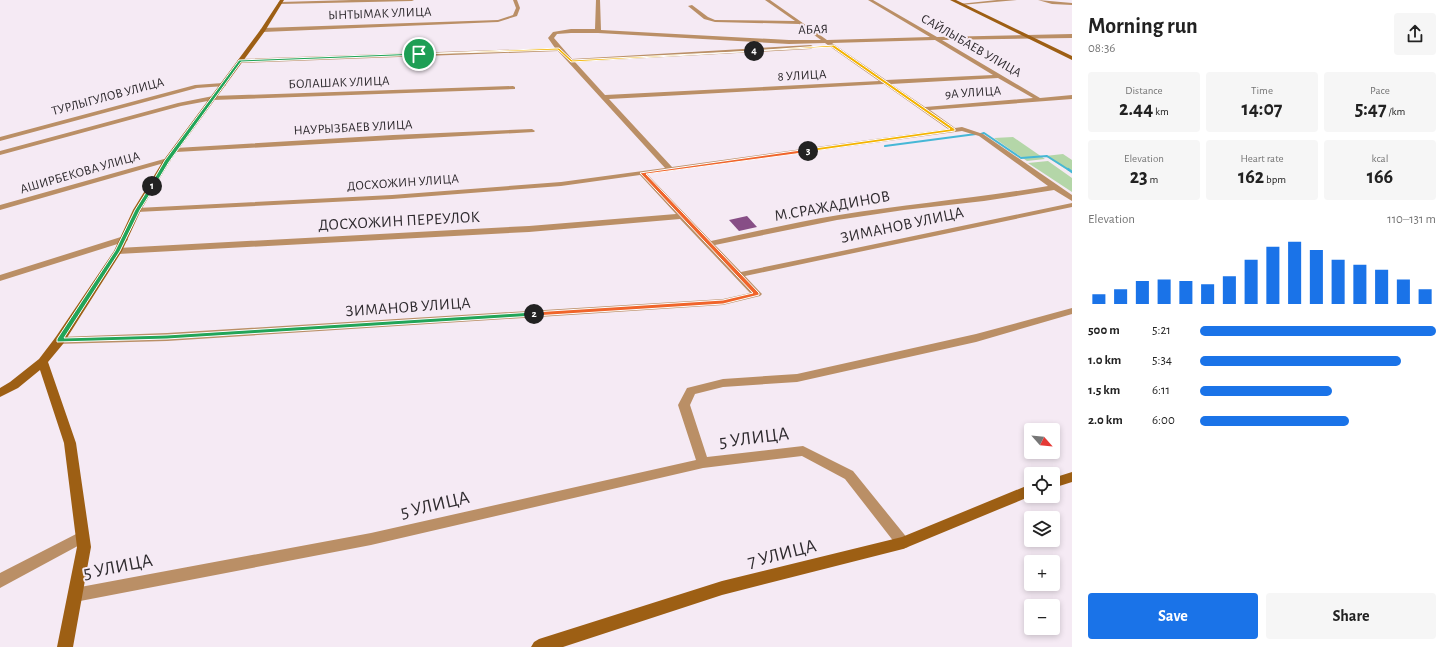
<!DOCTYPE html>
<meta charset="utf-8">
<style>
body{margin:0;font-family:"Alegreya Sans",sans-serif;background:#f6f6f6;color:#222;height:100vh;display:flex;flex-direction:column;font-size:15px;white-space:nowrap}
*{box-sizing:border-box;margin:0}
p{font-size:13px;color:#767676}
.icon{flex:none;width:22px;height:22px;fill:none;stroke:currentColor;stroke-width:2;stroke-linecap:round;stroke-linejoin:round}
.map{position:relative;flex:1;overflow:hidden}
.side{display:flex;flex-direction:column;background:#fff;width:380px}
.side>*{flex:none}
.needle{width:26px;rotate:117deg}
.controls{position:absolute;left:1024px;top:423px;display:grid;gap:8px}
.controls a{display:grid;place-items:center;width:36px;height:36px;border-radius:4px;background:#fff;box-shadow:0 2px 6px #0003;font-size:20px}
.pin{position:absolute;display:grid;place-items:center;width:34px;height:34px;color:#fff;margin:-17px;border:2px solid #fff;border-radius:50%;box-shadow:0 1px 4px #0007}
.km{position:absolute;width:20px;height:20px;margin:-10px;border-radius:50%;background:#222;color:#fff;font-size:11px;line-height:20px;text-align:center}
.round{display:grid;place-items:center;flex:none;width:42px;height:42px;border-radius:4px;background:#f6f6f6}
.overview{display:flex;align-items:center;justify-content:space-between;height:68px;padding:0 16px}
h1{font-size:22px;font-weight:700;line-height:30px}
.figures{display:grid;grid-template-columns:repeat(3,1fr);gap:6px;height:68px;padding:4px 16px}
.figures div{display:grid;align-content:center;border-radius:4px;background:#f6f6f6;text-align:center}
.figures b{font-size:20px;font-weight:700}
.figures small{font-size:11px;font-weight:400}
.figures p{font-size:11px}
.chart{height:112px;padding:8px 16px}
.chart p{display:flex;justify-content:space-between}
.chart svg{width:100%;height:72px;margin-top:4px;stroke:#1a73e8;stroke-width:6}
.primary-button{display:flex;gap:8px;margin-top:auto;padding:8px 16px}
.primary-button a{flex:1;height:46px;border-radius:4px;background:#1a73e8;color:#fff;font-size:16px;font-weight:700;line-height:46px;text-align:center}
.primary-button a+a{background:#f6f6f6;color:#222}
ul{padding:0 16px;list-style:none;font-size:13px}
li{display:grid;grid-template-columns:64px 48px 1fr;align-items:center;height:30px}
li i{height:10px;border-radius:5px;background:#1a73e8}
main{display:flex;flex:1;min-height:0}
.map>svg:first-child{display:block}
.green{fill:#b4d6a8}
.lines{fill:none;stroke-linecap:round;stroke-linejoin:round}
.stream-far1{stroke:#46b7d6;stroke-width:2}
.stream{stroke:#46b7d6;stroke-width:2.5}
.building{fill:#874e86}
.street{fill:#ba8f66;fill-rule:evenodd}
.secondary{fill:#9d5f14;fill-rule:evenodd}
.split-1{fill:#22a559;stroke:#fff}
.split-2{fill:#22a559;stroke:#fff}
.split-3{fill:#f0652b;stroke:#fff}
.split-4{fill:#f5b400;stroke:#fff}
.split-5{fill:#f5b400;stroke:#fff}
.labels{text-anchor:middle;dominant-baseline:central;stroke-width:4;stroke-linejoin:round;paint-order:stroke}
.far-street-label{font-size:13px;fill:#2f2b2f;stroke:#f5eaf4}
.street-label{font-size:16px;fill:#2f2b2f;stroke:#f5eaf4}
.near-street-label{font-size:19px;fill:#2f2b2f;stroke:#f5eaf4}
</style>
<main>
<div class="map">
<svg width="1072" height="647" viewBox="0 0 1072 647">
<rect width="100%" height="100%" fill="#f5eaf4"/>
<path class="green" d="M1013 137 1045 159 1027 161 994 138Z
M1063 154 1072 160V173L1045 156Z
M1048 161 1072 178V192L1028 163Z"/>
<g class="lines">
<path class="stream-far1" d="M981 134 984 133 1021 158 1047 156 1069 170
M885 146 976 134"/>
<path class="stream" d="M1068 169 1072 172"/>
</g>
<path class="building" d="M747 216 757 227 739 231 729 220Z"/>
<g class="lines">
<path class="street" d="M352 0H414L412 1 280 4 278 3 280 2Z
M513 0H517L520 8 517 16 498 22 263 32 260 30 263 28 498 20 513 15 516 8Z
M596 0H600L601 30 789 40H821L799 24 715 22 704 19 688 6 692 5 708 17 715 20 795 21 765 0H770L827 40 930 37 868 0H873L937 37 1072 34V38L942 40 1040 98 1072 95V99L930 110 955 128 962 127 983 134 1072 195V201L1054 190 984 201 904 210 837 220 715 245 741 272 1072 203V207L745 276 760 292 762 294 760 296 723 305 167 341 55 344 54 341 55 338 59 337 167 333 723 299 750 293 680 219 529 232 118 254 114 251 118 248 529 226 676 214 640 175 561 186 392 199 137 212 133 210 137 208 392 195 561 182 665 168 558 51 240 63 237 61 240 59 555 48 548 38 553 32 571 29H595ZM571 33H598L789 44 825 43 879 81 605 95 575 62 811 49 814 47 811 45 572 59 554 38 557 34ZM935 40 993 75 886 80 832 43ZM998 78 1033 98 925 107 891 84ZM884 84 948 129 672 167 609 99ZM962 131 979 136 1048 186C979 198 908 204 839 215 796 222 753 232 711 241L647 174Z
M997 0H1017L961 5 959 4Z
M1038 0 1072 3V5L1052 4Z
M223 83 226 85 225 86 197 88 0 141V137L195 85Z
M513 86 515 87V89L213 100 181 106 0 155V151L178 103 213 96Z
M532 129 535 131 534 132 176 152 172 150 176 148 393 135Z
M164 159H167L171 161 0 210V205Z
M124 236 128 239 127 241 0 281V275Z
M1072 308V314L976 342 797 382 723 387 695 394 690 405 707 457 803 446 853 471 908 539 910 543 908 547 903 549 898 547 845 479 802 456 703 468 371 545 75 602 70 600 68 595 70 590 75 588 371 533 696 460 678 405 687 388 723 379 797 374 976 334Z
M82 531 87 533 89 537 87 541 0 588V573Z"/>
<path class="secondary" d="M280 0H284L265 31 170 161 141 210 122 251 63 344 48 362 76 443 91 547 73 647H57L77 547 64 443 40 370 18 388 0 397V388L10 382 39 359 55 338 114 251 133 210 163 161 261 29Z
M950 0H956L1072 56V60Z
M1072 472V482L1053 488V478Z
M1031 484V496L903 549 722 595 563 647H531L534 642 539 639 722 581 902 537Z"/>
</g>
<path class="split-1" d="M419 53 420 55 241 62 169 162 154 187 150 186 165 160 239 60Z"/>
<path class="split-2" d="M152 184 155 186 140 210 120 251 64 338 167 335 534 312 537 314 534 316 167 339 57 342V339L115 251 135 210 150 186Z"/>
<path class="split-3" d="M808 149 810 152 646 174 759 293V295L723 304 534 316 531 314 534 312 723 300 753 293 640 173Z"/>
<path class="split-4" d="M834 45 955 129V131L807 152 808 149 950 129 832 47 753 51Z"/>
<path class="split-5" d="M559 48 572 60 756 51 571 62 558 50 417 54Z"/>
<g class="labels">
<g class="far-street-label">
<text transform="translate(380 14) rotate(-2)">ЫНТЫМАК УЛИЦА</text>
<text transform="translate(813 30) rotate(-2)">АБАЯ</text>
<text transform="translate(971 46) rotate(30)">САЙЛЫБАЕВ УЛИЦА</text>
<text transform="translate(802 76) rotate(-3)">8 УЛИЦА</text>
<text transform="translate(339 83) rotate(-2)">БОЛАШАК УЛИЦА</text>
<text transform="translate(973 93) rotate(-4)">9А УЛИЦА</text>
<text transform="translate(108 97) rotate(-15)">ТУРЛЫГУЛОВ УЛИЦА</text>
<text transform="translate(353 128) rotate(-3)">НАУРЫЗБАЕВ УЛИЦА</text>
<text transform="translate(80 173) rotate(-16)">АШИРБЕКОВА УЛИЦА</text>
<text transform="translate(403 183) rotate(-4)">ДОСХОЖИН УЛИЦА</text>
</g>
<g class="street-label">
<text transform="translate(832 206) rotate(-10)">М.СРАЖАДИНОВ</text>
<text transform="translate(399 221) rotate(-3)">ДОСХОЖИН ПЕРЕУЛОК</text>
<text transform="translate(902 225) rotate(-12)">ЗИМАНОВ УЛИЦА</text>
<text transform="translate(408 307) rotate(-4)">ЗИМАНОВ УЛИЦА</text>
</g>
<g class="near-street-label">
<text transform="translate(754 438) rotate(-7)">5 УЛИЦА</text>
<text transform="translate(435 505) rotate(-13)">5 УЛИЦА</text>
<text transform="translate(782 554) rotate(-14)">7 УЛИЦА</text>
<text transform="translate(118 567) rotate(-11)">5 УЛИЦА</text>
</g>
</g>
</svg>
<div class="controls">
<a><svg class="needle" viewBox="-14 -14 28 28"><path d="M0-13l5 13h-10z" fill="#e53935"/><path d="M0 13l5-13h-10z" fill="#767676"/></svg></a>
<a><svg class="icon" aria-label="locate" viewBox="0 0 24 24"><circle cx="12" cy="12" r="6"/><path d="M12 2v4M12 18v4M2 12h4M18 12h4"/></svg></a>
<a><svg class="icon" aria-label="layers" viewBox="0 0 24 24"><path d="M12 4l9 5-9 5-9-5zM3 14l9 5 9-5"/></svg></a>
<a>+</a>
<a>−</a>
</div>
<div class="pin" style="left:419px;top:54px;background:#1e9e55"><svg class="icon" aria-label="arrive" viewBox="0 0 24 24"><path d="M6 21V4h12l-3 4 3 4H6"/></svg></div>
<b class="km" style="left:152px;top:186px">1</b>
<b class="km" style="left:534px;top:314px">2</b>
<b class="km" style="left:808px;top:151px">3</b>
<b class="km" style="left:754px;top:51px">4</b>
</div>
<section class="side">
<div class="overview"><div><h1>Morning run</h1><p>08:36</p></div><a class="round"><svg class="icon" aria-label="share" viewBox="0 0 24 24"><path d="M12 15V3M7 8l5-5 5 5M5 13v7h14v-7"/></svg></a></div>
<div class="figures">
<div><p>Distance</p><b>2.44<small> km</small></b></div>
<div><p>Time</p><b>14:07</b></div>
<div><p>Pace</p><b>5:47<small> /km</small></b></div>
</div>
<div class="figures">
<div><p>Elevation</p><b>23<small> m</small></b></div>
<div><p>Heart rate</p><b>162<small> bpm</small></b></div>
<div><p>kcal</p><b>166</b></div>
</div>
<div class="chart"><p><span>Elevation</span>110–131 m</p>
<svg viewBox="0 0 160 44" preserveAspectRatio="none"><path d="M5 44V38M15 44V35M25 44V30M35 44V29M45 44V30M55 44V32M65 44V27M75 44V17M85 44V9M95 44V6M105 44V11M115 44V17M125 44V20M135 44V23M145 44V29M155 44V35"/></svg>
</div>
<ul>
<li><b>500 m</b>5:21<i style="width:100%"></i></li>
<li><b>1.0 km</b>5:34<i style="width:85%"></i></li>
<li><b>1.5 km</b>6:11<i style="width:56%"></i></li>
<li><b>2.0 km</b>6:00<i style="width:63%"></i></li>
</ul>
<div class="primary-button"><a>Save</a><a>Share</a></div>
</section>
</main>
+ + +
### WHAT YOU NEED TO DO
Lines from the one containing "15V3M7 8l5-5 5" through the final line of the entries above are to be output exactly; omit all others.

### ANSWER BOX
<div class="overview"><div><h1>Morning run</h1><p>08:36</p></div><a class="round"><svg class="icon" aria-label="share" viewBox="0 0 24 24"><path d="M12 15V3M7 8l5-5 5 5M5 13v7h14v-7"/></svg></a></div>
<div class="figures">
<div><p>Distance</p><b>2.44<small> km</small></b></div>
<div><p>Time</p><b>14:07</b></div>
<div><p>Pace</p><b>5:47<small> /km</small></b></div>
</div>
<div class="figures">
<div><p>Elevation</p><b>23<small> m</small></b></div>
<div><p>Heart rate</p><b>162<small> bpm</small></b></div>
<div><p>kcal</p><b>166</b></div>
</div>
<div class="chart"><p><span>Elevation</span>110–131 m</p>
<svg viewBox="0 0 160 44" preserveAspectRatio="none"><path d="M5 44V38M15 44V35M25 44V30M35 44V29M45 44V30M55 44V32M65 44V27M75 44V17M85 44V9M95 44V6M105 44V11M115 44V17M125 44V20M135 44V23M145 44V29M155 44V35"/></svg>
</div>
<ul>
<li><b>500 m</b>5:21<i style="width:100%"></i></li>
<li><b>1.0 km</b>5:34<i style="width:85%"></i></li>
<li><b>1.5 km</b>6:11<i style="width:56%"></i></li>
<li><b>2.0 km</b>6:00<i style="width:63%"></i></li>
</ul>
<div class="primary-button"><a>Save</a><a>Share</a></div>
</section>
</main>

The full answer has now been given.